With a strong presence in the U.S., it’s not a mystery as to why TD stock has been feeling the heat a bit more than some of its peers of late. In any case, TD Bank doesn’t seem as at risk as the regionals (or even mega caps) south of the border.

Even if TD’s First Horizons deal is at risk, I continue to view TD as a growth-centric bank.

If anything, rapidly declining valuations in the U.S. market could allow TD to get a better bang for its buck come its next big deal down south. At 9.59 times trailing price to earnings, TD sports a 4.8% yield. I think the yield is worth biting on if you seek safe passive income.

Canadian Western Bank

Canadian Western Bank (TSX:CWB) is a regional Canadian bank that also took one to the chin, now off over 18% in around a month. Indeed, regionals have been scarier to own than the big banks due to their greater exposure to certain sources of failure. After the latest spill, CWB stock goes for 6.9 times trailing price to earnings alongside a 5.3% yield.

Sure, the regional bank has a lot of Albertan exposure. And if oil sinks considerably, the stock could be a choppy mover. In any case, it’s quite absurd that Canadian Western Bank would plunge due to the fall of a bank in Silicon Valley.

Indeed, Silicon Valley bank found itself in the blast zone of the tech sector’s painful 2022 blow-up.
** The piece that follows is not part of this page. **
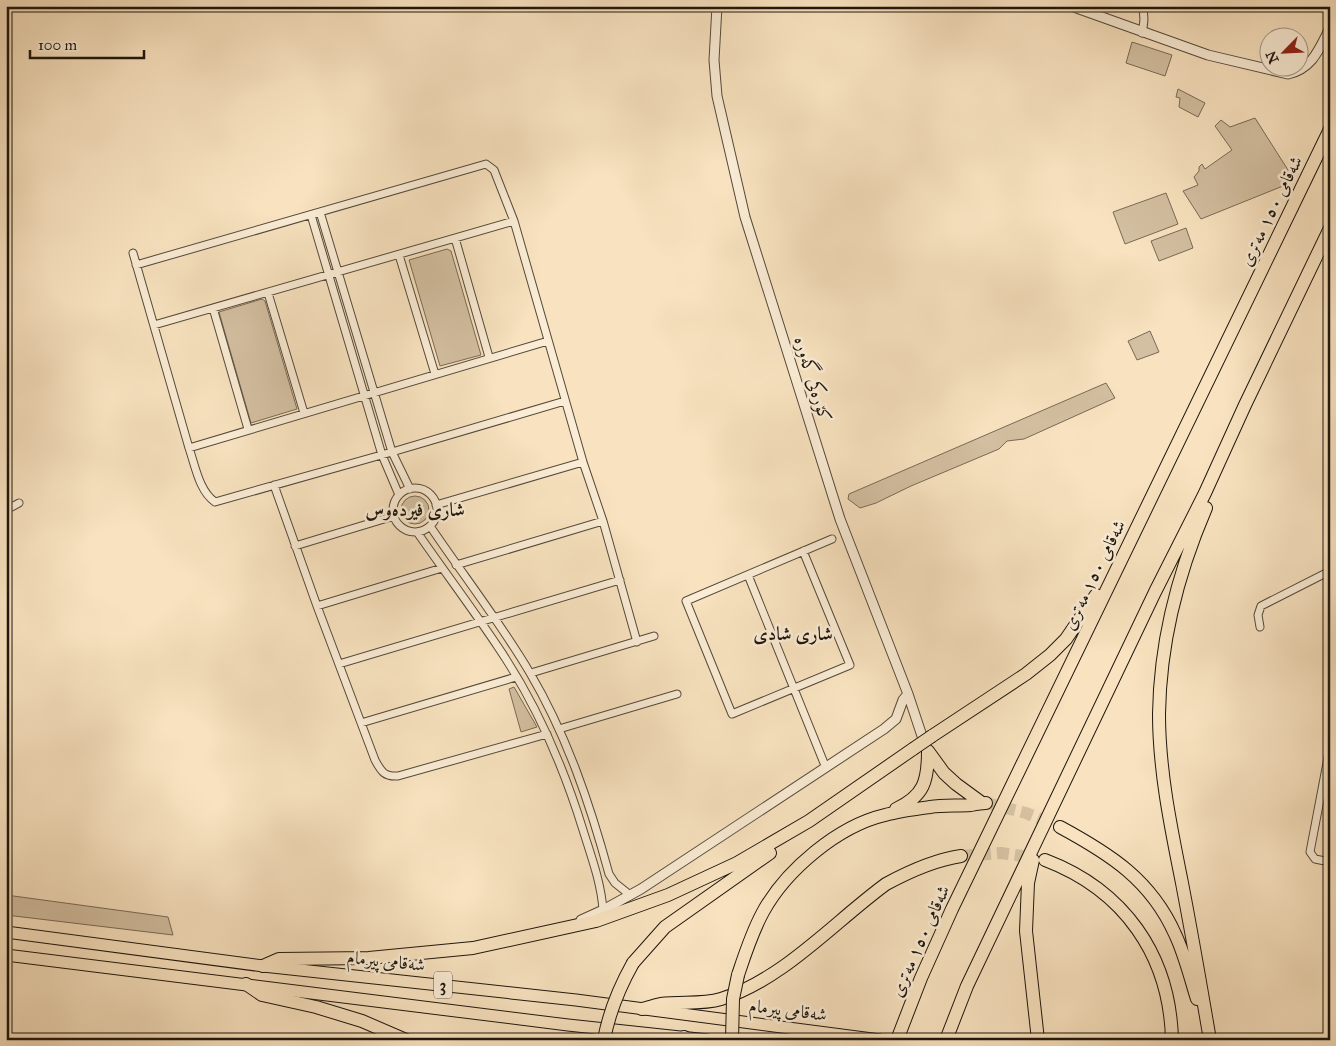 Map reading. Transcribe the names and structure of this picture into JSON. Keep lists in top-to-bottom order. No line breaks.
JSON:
{"streets":{"highway":["شەقامی ١٥٠ مەتری","شەقامی پیرمام","3"],"street":["کۆرەکی گەورە"]},"districts":["شاری فیردەوس","شاری شادی"],"scale_bar":"100 m","north":"bottom left"}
Canadian Western Bank is far from that blast zone, making the name a tempting stock for passive-income investors to watch.

Foolish takeaway for passive-income investors

The two bank stocks in this piece look undervalued and oversold. With bountiful dividend yields and a safe distance away from the SVB fall, I remain a raging bull on both Canadian banks.

The post 2 Incredibly Cheap Bank Stocks for Passive Income Following SVB Fallout appeared first on The Motley Fool Canada.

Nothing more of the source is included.